In particolare, come si intuisce dal grafico sotto, alle 14, energia solare FV, eolico, idroelettrico e biomasse hanno fornito 46,6 GW, contro una domanda a 47,1 GW. Alle 15 poi la produzione da rinnovabili è stata di 45,5 GW con una richiesta di 45,8 GW, quindi vicinissima al 100%. L’eolico ha prodotto tra le 14 e le 15 circa 22,3 e 22,6 GW, mentre il fotovoltaico ha oscillato da 16,1 GW (ore 14) a 14,7 GW (ore 15).

Il prezzo del megawattora sul mercato spot è rimasto negativo dalle 13 alle 16. In particolare alle ore 14 ha toccato, in media, -35 euro, con punte di -50 €, secondo Epex Spot.

L’evento si è ripetuto quindi in modo più significativo rispetto a solo una domenica prima (8 maggio), quando alle 11 di mattina, le rinnovabili in Germania coprivano quasi il 95% della domanda elettrica. I prezzi sulla Borsa elettrica erano stati negativi dalle 10 alle 17, con un picco di -130 €/MWh raggiunto alle 14, così che i produttori da rinnovabili non hanno ricevuto in quelle ora gli incentivi.

Ricordiamo che in Danimarca lo scorso anno, tra la sera di giovedì 9 e la mattina di venerdì 10 luglio la produzione da eolico non solo aveva soddisfatto il fabbisogno di elettricità del Paese, ma è stata esportata in Norvegia, Germania e Svezia quando, di sera e di notte, la domanda interna era diminuita. In pratica, la produzione da fonte eolica rispetto alla domanda domestica arrivò fino al 140%.

Infatti, secondo l’operatore della trasmissione danese, Energynet, alle 22,44 del 9 giugno la potenza eolica operativa era di 3.768 MW (l’installato totale in Danimarca era di circa 4.850 MW). Nello stesso momento erano in funzione altri impianti per 498 MW. Con una domanda a quell’ora di 3.236 MW, l’export netto è risultato di 1.030 MW. L’eolico avrebbe soddisfatto l’intera domanda di quel momento, ed esportato 532 MW da eolico, producendo oltre il 116% rispetto al fabbisogno. Nelle ore successive, alle ore 3 di venerdì, questa percentuale dell’energia dal vento danese è arrivata al 140%.

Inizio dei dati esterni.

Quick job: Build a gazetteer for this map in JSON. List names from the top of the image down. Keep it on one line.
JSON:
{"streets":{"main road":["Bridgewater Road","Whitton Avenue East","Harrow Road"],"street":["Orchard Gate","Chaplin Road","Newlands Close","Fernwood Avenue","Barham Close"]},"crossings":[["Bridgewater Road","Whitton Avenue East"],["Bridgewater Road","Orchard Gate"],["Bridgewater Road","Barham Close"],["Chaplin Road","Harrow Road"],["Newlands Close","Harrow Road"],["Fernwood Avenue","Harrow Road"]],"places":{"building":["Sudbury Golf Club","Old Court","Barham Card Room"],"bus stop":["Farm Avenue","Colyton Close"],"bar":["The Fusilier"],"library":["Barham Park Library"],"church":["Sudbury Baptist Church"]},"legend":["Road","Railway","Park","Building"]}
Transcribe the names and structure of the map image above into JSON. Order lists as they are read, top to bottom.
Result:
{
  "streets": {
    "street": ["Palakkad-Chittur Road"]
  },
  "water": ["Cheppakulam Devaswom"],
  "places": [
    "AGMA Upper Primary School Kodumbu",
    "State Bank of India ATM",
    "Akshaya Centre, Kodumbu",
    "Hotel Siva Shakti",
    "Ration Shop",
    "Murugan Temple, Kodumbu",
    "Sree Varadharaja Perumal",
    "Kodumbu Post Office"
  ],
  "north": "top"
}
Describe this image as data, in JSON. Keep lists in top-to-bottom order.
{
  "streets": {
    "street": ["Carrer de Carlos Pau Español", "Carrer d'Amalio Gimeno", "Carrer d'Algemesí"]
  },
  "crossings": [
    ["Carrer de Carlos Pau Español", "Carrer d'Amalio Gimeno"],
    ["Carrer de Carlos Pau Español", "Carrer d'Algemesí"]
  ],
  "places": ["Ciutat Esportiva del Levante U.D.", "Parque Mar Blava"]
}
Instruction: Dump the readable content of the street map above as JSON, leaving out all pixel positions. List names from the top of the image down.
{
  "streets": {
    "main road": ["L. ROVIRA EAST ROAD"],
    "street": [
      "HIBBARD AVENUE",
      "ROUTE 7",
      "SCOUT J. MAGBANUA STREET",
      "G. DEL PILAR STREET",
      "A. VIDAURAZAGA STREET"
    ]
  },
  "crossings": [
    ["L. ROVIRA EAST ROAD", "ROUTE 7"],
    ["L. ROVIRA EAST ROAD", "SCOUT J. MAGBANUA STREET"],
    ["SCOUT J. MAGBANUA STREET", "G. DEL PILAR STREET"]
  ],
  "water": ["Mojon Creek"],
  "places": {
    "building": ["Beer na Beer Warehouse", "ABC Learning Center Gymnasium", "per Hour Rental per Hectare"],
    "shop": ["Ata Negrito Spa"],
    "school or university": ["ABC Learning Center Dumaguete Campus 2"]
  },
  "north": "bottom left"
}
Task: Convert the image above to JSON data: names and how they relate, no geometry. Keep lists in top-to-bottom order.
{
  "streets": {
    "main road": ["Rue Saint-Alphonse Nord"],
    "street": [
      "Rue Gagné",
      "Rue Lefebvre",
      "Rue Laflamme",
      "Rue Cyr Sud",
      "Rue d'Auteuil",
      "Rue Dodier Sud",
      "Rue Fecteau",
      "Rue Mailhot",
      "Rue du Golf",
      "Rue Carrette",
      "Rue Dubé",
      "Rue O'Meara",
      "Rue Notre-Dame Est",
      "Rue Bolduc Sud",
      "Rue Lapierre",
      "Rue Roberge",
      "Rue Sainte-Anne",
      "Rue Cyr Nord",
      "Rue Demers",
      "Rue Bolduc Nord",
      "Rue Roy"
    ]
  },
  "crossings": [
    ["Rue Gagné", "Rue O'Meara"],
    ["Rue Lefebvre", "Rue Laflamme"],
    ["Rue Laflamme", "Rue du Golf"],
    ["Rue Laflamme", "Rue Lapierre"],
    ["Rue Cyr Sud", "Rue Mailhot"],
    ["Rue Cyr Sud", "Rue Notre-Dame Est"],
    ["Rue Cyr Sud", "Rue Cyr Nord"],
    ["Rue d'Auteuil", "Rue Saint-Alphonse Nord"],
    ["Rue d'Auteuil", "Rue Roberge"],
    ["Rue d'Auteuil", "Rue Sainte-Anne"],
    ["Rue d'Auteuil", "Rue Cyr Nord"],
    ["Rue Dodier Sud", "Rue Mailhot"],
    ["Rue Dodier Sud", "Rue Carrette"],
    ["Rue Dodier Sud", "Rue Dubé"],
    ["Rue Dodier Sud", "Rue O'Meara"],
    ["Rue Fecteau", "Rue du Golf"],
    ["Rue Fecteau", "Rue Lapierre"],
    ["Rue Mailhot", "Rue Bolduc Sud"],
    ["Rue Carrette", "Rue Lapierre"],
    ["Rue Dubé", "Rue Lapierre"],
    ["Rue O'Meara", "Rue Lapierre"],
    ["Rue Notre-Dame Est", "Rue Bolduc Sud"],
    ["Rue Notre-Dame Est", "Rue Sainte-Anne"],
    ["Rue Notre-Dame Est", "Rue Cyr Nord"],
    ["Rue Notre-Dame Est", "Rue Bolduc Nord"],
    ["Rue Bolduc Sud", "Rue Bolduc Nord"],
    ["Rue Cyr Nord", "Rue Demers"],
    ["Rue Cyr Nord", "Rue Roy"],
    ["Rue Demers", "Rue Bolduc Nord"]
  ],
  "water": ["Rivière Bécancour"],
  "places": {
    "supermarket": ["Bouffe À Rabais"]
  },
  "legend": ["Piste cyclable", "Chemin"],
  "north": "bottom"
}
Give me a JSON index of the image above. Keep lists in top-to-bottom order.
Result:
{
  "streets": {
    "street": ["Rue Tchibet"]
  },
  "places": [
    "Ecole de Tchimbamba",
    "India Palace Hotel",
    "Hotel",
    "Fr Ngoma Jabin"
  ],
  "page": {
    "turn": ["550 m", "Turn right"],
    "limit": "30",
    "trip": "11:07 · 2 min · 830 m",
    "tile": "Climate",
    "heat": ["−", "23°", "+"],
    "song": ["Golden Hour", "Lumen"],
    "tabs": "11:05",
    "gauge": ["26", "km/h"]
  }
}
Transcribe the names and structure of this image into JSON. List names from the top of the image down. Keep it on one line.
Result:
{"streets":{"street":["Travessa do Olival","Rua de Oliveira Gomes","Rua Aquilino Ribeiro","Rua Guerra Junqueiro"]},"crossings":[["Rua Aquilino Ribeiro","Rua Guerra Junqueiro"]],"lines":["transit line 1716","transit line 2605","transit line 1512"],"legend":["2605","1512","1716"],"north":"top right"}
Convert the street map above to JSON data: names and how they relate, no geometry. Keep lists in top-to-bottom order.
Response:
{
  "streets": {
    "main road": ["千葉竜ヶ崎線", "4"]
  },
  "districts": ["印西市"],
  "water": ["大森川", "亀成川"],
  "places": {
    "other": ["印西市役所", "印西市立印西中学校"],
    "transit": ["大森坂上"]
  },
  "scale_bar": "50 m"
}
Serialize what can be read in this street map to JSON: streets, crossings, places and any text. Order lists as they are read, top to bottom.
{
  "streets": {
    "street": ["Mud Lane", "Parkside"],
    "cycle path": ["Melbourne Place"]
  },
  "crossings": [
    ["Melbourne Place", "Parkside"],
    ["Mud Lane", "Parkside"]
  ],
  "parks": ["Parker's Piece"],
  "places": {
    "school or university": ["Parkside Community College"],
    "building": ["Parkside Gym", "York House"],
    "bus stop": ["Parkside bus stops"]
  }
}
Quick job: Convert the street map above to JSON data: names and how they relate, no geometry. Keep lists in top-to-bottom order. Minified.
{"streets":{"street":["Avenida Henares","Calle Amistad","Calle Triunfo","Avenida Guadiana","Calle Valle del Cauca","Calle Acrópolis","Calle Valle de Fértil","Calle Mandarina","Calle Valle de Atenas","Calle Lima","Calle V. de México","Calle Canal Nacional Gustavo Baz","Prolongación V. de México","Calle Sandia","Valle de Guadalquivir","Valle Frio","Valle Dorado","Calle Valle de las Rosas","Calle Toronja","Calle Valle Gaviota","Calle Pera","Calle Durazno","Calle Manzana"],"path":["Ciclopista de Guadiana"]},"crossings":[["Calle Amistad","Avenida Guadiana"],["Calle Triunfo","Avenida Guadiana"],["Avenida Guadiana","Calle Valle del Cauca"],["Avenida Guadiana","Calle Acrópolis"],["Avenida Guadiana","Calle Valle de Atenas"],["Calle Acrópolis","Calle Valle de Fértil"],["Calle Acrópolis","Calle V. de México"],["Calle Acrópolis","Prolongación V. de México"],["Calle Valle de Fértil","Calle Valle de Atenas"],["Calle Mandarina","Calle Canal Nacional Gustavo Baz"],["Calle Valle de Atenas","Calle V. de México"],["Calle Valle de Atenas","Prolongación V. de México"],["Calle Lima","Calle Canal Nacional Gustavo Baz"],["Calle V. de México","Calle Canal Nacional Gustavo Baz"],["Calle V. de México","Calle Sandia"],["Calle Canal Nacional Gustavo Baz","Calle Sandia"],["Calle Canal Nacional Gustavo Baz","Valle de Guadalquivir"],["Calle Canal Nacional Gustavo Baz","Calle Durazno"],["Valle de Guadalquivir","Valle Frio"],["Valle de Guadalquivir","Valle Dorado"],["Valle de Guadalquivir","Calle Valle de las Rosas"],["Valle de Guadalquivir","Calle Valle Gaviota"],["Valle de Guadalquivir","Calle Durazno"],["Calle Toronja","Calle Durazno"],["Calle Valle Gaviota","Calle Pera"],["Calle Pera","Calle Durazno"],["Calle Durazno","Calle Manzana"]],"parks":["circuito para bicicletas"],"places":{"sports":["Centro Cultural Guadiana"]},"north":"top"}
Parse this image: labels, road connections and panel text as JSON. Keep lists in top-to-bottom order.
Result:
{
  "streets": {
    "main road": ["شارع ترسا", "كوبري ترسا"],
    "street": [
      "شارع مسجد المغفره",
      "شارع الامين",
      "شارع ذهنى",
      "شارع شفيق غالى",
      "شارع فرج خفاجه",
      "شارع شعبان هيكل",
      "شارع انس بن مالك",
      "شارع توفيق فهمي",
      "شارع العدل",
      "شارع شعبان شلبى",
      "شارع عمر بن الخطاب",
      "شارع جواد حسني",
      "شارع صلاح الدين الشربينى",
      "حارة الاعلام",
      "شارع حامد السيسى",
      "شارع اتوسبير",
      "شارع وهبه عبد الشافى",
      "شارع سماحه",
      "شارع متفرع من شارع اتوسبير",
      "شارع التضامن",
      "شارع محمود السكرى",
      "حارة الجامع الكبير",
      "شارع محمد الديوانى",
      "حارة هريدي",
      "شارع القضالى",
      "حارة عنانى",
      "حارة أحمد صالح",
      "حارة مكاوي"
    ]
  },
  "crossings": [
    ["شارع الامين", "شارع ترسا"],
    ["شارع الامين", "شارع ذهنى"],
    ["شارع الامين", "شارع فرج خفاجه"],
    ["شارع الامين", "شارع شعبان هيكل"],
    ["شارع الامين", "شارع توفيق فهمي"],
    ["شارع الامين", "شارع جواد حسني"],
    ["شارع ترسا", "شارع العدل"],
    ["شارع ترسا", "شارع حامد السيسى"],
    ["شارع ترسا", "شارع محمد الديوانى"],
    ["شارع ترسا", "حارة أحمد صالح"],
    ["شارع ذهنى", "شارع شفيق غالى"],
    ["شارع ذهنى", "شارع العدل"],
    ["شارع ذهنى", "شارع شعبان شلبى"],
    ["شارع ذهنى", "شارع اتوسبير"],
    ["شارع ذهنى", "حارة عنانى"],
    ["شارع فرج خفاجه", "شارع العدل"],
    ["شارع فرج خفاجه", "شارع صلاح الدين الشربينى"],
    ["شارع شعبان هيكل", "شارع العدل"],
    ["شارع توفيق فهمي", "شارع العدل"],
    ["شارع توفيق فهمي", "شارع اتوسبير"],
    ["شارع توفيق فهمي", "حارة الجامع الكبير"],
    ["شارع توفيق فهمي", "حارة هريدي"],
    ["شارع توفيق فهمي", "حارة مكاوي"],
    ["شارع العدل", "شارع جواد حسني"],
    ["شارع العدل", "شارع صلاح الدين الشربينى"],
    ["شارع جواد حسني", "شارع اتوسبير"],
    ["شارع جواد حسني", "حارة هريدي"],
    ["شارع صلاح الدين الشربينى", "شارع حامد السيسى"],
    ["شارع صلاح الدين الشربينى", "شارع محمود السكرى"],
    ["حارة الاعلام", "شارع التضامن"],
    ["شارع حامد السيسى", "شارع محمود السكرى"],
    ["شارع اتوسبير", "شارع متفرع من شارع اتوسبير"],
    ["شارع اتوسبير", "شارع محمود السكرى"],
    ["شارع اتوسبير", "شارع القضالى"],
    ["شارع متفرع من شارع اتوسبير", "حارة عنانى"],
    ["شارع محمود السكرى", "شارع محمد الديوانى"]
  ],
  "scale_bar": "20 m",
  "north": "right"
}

Eventi come questi dovranno in futuro essere gestiti con sempre maggiore accortezza al fine di evitare sprechi e prezzi negativi dell’energia elettrica. Le soluzioni? Migliori interconnessioni tra i diversi paesi, installazione di sistemi di stoccaggio di grandi capacità e una crescente elettrificazione della domanda.

Consideriamo anche che nei momenti di picco della produzione di solare ed eolico, le fonti convenzionali in Germania comunque producono almeno circa 7,7 GW. Forse dietro alla possibilità di escludere alcune aree del paese dalle aste di impianti eolici su terraferma c’è questa overcapacity e l’incapacità delle reti locali di assorbire una produzione che per certi tratti, anche se brevi nel corso dell’anno, diventa eccessiva.

Problematiche queste che saranno sempre più al centro dell’analisi degli esperti delle compagnie europee che gestiscono le reti elettriche, anche per raionare nell’ottica di una sempre minore produzione elettrica da fonti fossili che fanno oggi da carico di base (baseload) e, in Germania, ad esempio, in vista dello stop entro il 2022 della generazione da nucleare.